Segment Start: Material supplied

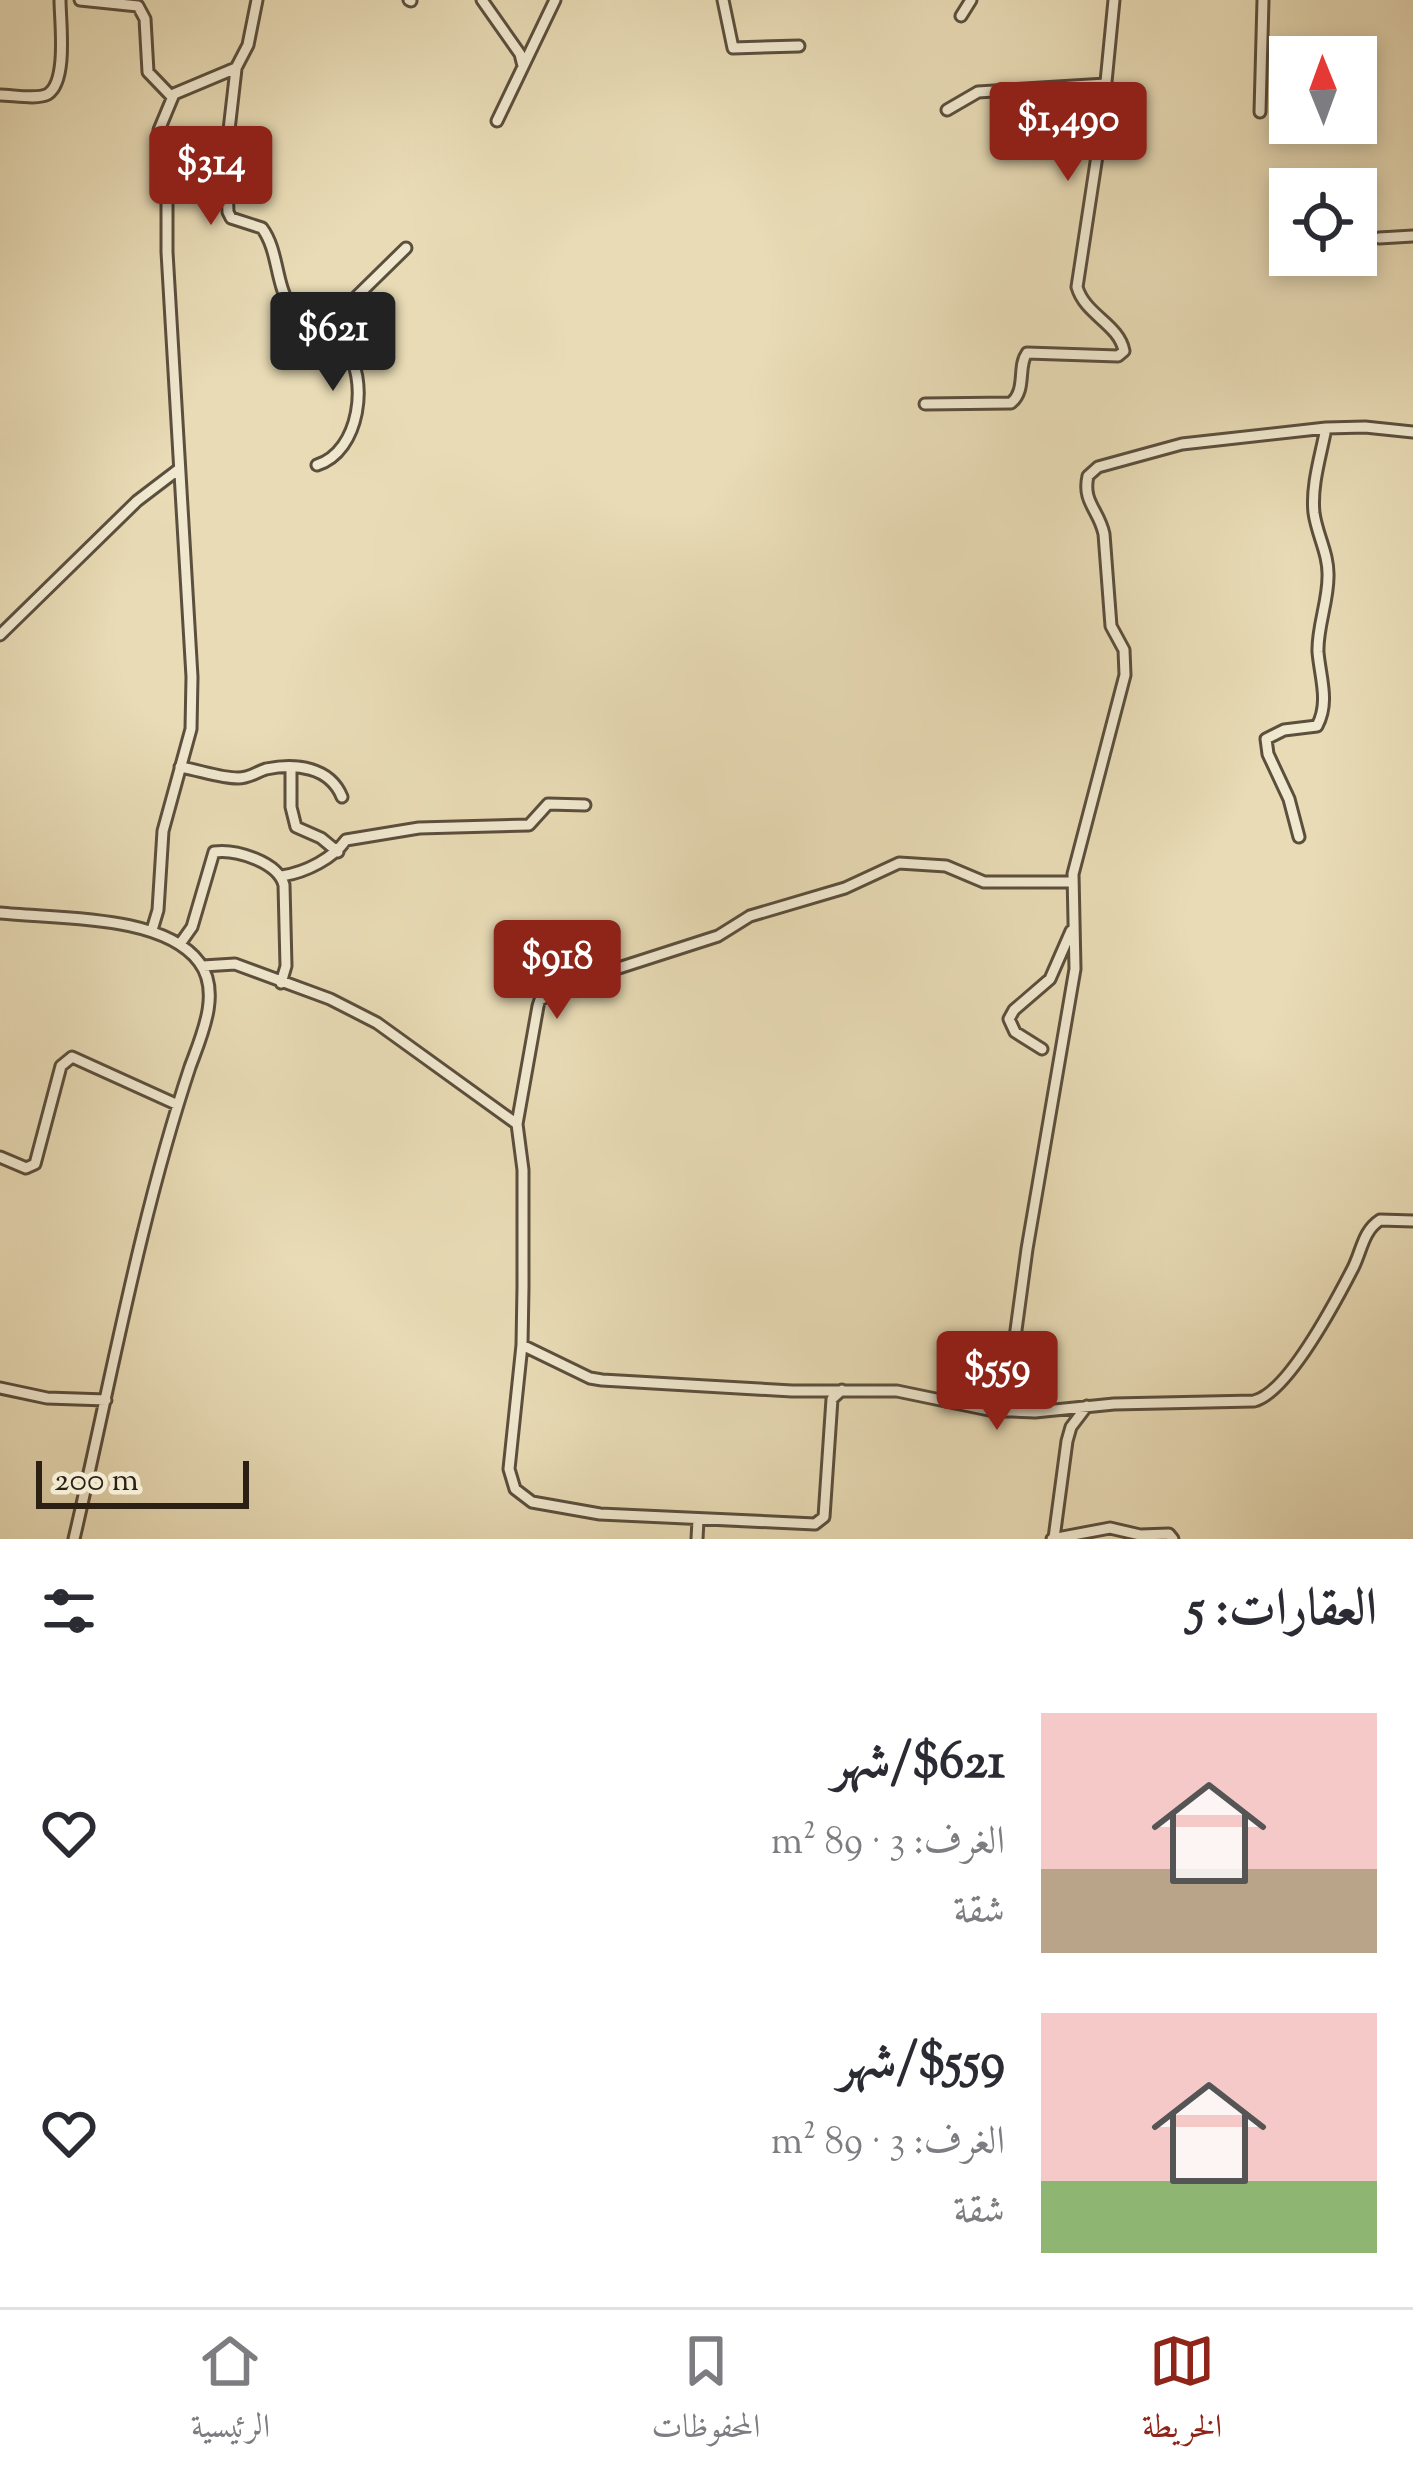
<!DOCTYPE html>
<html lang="ar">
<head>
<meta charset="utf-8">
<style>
	:root { --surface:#fff; --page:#f7f7f7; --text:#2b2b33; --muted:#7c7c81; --line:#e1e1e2; --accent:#8f2418 }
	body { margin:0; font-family:"Sorts Mill Goudy",Amiri,serif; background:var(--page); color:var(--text); direction:rtl; height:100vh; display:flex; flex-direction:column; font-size:45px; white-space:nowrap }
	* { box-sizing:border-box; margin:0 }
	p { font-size:39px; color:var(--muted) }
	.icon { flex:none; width:66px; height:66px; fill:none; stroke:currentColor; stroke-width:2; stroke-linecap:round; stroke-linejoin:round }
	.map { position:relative; height:1539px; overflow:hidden; direction:ltr }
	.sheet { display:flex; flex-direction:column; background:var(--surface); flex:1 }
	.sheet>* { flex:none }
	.needle { width:78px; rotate:359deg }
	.tools { position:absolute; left:1269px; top:36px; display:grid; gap:24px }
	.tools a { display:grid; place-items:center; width:108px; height:108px; border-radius:0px; background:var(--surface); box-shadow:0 6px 18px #0003; font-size:60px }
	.scale { position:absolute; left:36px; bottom:30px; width:213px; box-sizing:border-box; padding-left:12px; border:6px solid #2c2015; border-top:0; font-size:33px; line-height:42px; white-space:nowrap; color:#2c2015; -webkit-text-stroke:9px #f0e8cf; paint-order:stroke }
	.price { position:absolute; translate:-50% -102px; padding:0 27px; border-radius:12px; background:var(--accent); color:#fff; font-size:39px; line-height:78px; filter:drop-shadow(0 3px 6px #0008) }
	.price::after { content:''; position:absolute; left:50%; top:72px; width:36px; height:27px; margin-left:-18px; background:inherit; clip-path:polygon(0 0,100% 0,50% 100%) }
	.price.active { background:#222; color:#fff }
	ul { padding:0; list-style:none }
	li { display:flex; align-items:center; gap:36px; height:300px; padding:0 36px }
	li span { display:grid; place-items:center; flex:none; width:336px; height:240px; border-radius:0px; color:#555 }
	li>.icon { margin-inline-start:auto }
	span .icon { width:144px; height:144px; fill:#fffc; stroke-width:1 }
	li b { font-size:51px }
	h2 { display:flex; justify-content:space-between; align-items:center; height:144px; padding:0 36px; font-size:51px }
	.tab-bar { display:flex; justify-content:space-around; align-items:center; height:168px; border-top:3px solid var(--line); background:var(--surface); font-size:33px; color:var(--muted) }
	.tab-bar a { display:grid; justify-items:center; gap:6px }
	.tab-bar .active { color:var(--accent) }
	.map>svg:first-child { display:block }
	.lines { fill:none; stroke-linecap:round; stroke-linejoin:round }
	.street-casing { stroke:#5b4f3d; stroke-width:15 }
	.street { stroke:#f0e8cf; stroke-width:9 }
</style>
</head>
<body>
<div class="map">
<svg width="1413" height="1539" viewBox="0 0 1413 1539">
	<rect width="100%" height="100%" fill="#e8dbb5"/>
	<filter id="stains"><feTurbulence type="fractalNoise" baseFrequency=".00167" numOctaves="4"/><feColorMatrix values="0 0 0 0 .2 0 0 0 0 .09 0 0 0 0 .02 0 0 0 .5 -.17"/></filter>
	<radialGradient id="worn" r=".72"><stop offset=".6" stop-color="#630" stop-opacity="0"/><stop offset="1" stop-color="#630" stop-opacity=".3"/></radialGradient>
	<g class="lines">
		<g class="street-casing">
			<path id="street" d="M80,0L138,6L145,19L148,72L172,97
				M409,0L411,1
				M482,0L520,54L523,66
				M723,0L733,48L799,46
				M961,16L971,0
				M236,69L226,156L228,212L231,218L262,228C279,251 275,284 291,307C303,324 330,329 344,346C370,378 360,452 317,465
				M0,95C13,95 37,100 48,94C68,81 60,21 60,0
				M947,110L978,92L1106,84
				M1260,112L1263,0
				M497,121L555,0
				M1379,238L1413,236
				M319,326L352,301L406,248
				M925,404L1011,403C1027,390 1017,367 1027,353L1118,356L1124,351C1119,324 1085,315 1077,287L1102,123L1114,0
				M0,635L137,501L179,469
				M180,767C199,770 220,778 238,778C250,778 256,772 266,769C296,763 330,767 342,797
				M291,770V807L296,827L321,838L338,852
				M1299,837L1289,799L1268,754L1266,739L1284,730L1317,726C1330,702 1320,677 1318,652C1317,628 1328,602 1328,577C1329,554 1317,535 1314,513C1311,485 1321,455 1326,428
				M282,876C307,872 333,858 346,840L419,828L529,825L548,804L585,805
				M0,913C56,919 163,914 199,962C222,992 201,1037 190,1067C139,1221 111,1381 74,1539
				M152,930L158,910L163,831L191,729L192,677L167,252V187L159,130L174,94L236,68L248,45L257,0
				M180,944L192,927L214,852C236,849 278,862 284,885L286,966L281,983
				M203,966L235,964L330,999L377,1023L517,1124
				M1042,1049L1015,1032L1009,1019L1014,1010L1050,979L1071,931
				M0,1157L26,1168L35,1164L61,1066L72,1057L178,1105
				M522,1345L590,1378L602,1380L792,1391H897L989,1410L1035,1412L1114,1404L1254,1401C1288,1393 1337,1299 1353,1268C1362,1250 1363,1231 1380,1220L1413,1221
				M0,1388L47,1398L106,1400
				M842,1390L832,1399L824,1517L815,1524L600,1514L532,1502L515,1489L509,1469L522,1345L523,1287V1170L517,1124L538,1006L540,1000L572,983L718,936L750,916L845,888L899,863L946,866L984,882H1072
				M1005,1411L1027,1249L1075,969L1073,874L1125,675L1124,650L1111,626L1104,534C1099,510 1082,502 1088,476L1098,467L1182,444L1326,428L1365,427L1413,432
				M1054,1538L1067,1441L1071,1427L1087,1406
				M697,1539L698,1520
				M1052,1539L1110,1528L1140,1535L1169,1534L1173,1539"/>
		</g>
		<use href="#street" class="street"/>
	</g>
	<rect width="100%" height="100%" filter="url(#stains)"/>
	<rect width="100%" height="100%" fill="url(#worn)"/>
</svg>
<div class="tools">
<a><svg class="needle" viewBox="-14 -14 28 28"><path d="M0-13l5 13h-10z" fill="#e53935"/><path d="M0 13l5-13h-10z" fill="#7c7c81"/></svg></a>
<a><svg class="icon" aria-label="locate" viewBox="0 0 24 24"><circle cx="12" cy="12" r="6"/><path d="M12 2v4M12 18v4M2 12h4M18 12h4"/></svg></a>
</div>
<div class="scale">200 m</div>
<b class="price" style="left:1068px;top:184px">$1,490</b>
<b class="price" style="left:211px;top:228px">$314</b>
<b class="price active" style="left:333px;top:394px">$621</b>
<b class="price" style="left:557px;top:1022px">$918</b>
<b class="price" style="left:997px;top:1433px">$559</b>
</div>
<section class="sheet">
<h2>العقارات: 5<svg class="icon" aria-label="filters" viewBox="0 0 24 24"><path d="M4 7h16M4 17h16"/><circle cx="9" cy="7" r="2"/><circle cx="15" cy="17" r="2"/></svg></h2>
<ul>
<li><span style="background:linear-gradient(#f6c9c9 65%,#b9a48a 0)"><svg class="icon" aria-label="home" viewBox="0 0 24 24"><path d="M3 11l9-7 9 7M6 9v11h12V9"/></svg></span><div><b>$621/شهر</b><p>الغرف: 3 · 89 m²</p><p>شقة</p></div><svg class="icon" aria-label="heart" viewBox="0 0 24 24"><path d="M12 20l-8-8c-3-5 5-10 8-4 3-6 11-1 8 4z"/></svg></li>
<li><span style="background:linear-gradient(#f6c9c9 70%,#8fb573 0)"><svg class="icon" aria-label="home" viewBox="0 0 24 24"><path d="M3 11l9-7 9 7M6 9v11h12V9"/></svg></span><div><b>$559/شهر</b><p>الغرف: 3 · 89 m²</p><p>شقة</p></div><svg class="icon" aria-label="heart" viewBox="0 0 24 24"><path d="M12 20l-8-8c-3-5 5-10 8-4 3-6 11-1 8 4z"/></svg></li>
</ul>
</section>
<nav class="tab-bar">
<a class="active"><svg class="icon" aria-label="map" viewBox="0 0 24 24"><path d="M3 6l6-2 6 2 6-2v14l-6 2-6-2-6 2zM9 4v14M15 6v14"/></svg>الخريطة</a>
<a><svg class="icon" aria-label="saved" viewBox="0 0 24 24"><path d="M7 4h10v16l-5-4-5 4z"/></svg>المحفوظات</a>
<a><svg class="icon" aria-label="home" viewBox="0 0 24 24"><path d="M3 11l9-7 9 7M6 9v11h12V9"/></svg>الرئيسية</a>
</nav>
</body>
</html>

Segment End: Material supplied

[Activity]
Work out how many lines above have the string "linejoin" in them, and give only the number.

[Answer space]
2